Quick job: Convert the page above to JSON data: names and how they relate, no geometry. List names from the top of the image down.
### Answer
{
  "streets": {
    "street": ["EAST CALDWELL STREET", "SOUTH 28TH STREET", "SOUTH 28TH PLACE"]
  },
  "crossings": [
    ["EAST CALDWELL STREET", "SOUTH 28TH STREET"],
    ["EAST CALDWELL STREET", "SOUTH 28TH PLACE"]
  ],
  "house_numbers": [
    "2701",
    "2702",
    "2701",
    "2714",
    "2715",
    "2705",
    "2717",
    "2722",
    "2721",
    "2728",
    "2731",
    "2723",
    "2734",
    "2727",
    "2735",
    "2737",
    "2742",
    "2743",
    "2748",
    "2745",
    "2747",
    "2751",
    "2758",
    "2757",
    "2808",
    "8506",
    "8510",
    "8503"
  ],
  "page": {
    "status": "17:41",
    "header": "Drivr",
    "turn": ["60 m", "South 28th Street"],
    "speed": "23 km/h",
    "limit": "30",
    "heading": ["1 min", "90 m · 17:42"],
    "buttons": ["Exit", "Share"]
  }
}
==
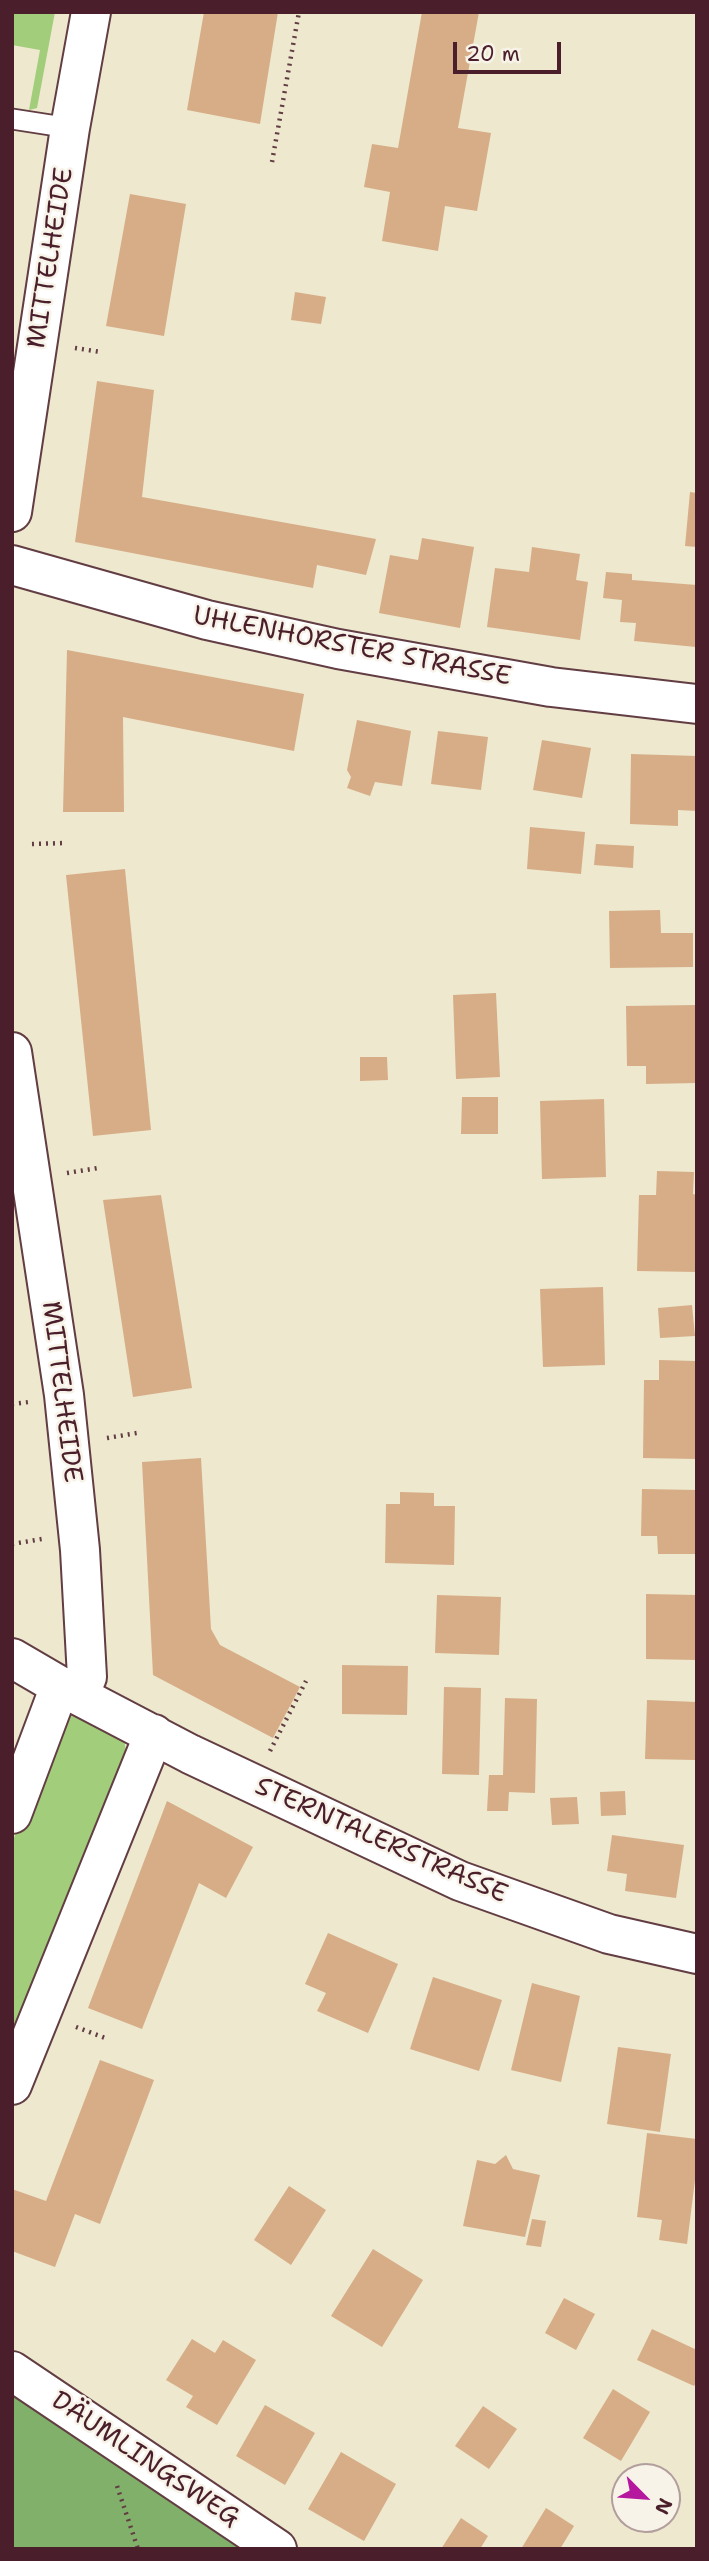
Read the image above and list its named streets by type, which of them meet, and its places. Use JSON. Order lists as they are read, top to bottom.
...
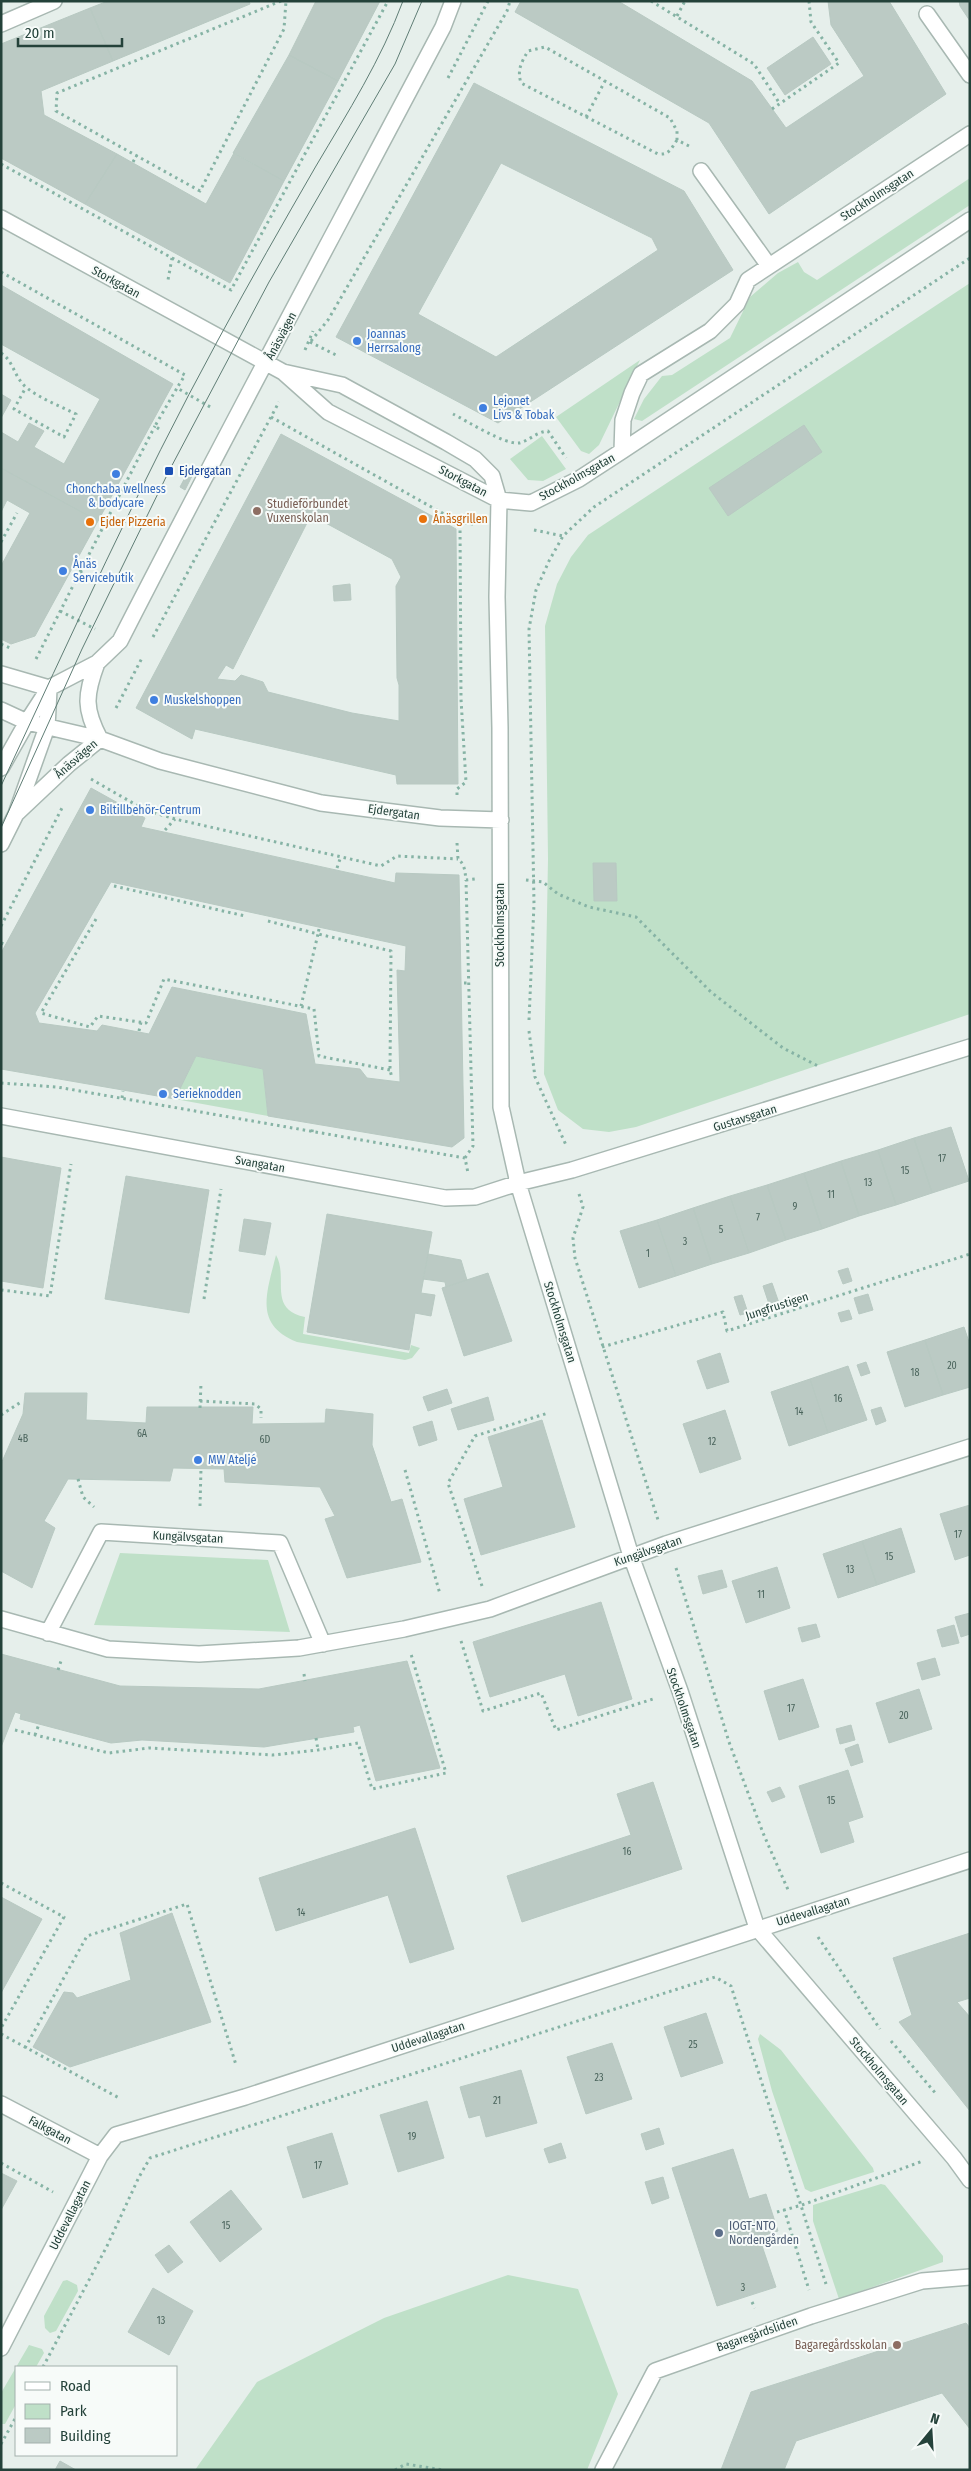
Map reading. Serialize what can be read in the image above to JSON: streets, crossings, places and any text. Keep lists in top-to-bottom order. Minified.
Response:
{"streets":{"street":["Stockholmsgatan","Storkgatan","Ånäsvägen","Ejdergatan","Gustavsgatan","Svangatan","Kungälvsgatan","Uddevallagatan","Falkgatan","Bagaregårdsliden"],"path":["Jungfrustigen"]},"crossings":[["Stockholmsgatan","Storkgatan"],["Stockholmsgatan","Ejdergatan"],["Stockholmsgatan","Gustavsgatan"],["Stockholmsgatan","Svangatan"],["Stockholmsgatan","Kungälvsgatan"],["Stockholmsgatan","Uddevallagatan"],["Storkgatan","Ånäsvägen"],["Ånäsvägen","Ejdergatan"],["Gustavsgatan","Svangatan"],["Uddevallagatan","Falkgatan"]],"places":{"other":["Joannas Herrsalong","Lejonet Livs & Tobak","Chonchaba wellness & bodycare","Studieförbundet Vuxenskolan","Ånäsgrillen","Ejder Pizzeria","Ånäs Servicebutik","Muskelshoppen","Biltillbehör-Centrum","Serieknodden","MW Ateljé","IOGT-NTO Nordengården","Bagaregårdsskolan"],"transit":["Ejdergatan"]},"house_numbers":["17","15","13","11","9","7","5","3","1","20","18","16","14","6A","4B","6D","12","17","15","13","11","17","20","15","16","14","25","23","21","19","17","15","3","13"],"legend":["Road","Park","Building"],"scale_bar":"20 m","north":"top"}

*What is needed*:
Across the entries above, count the lines with the word "lists" and report that count by itself.

*Answer space*:
2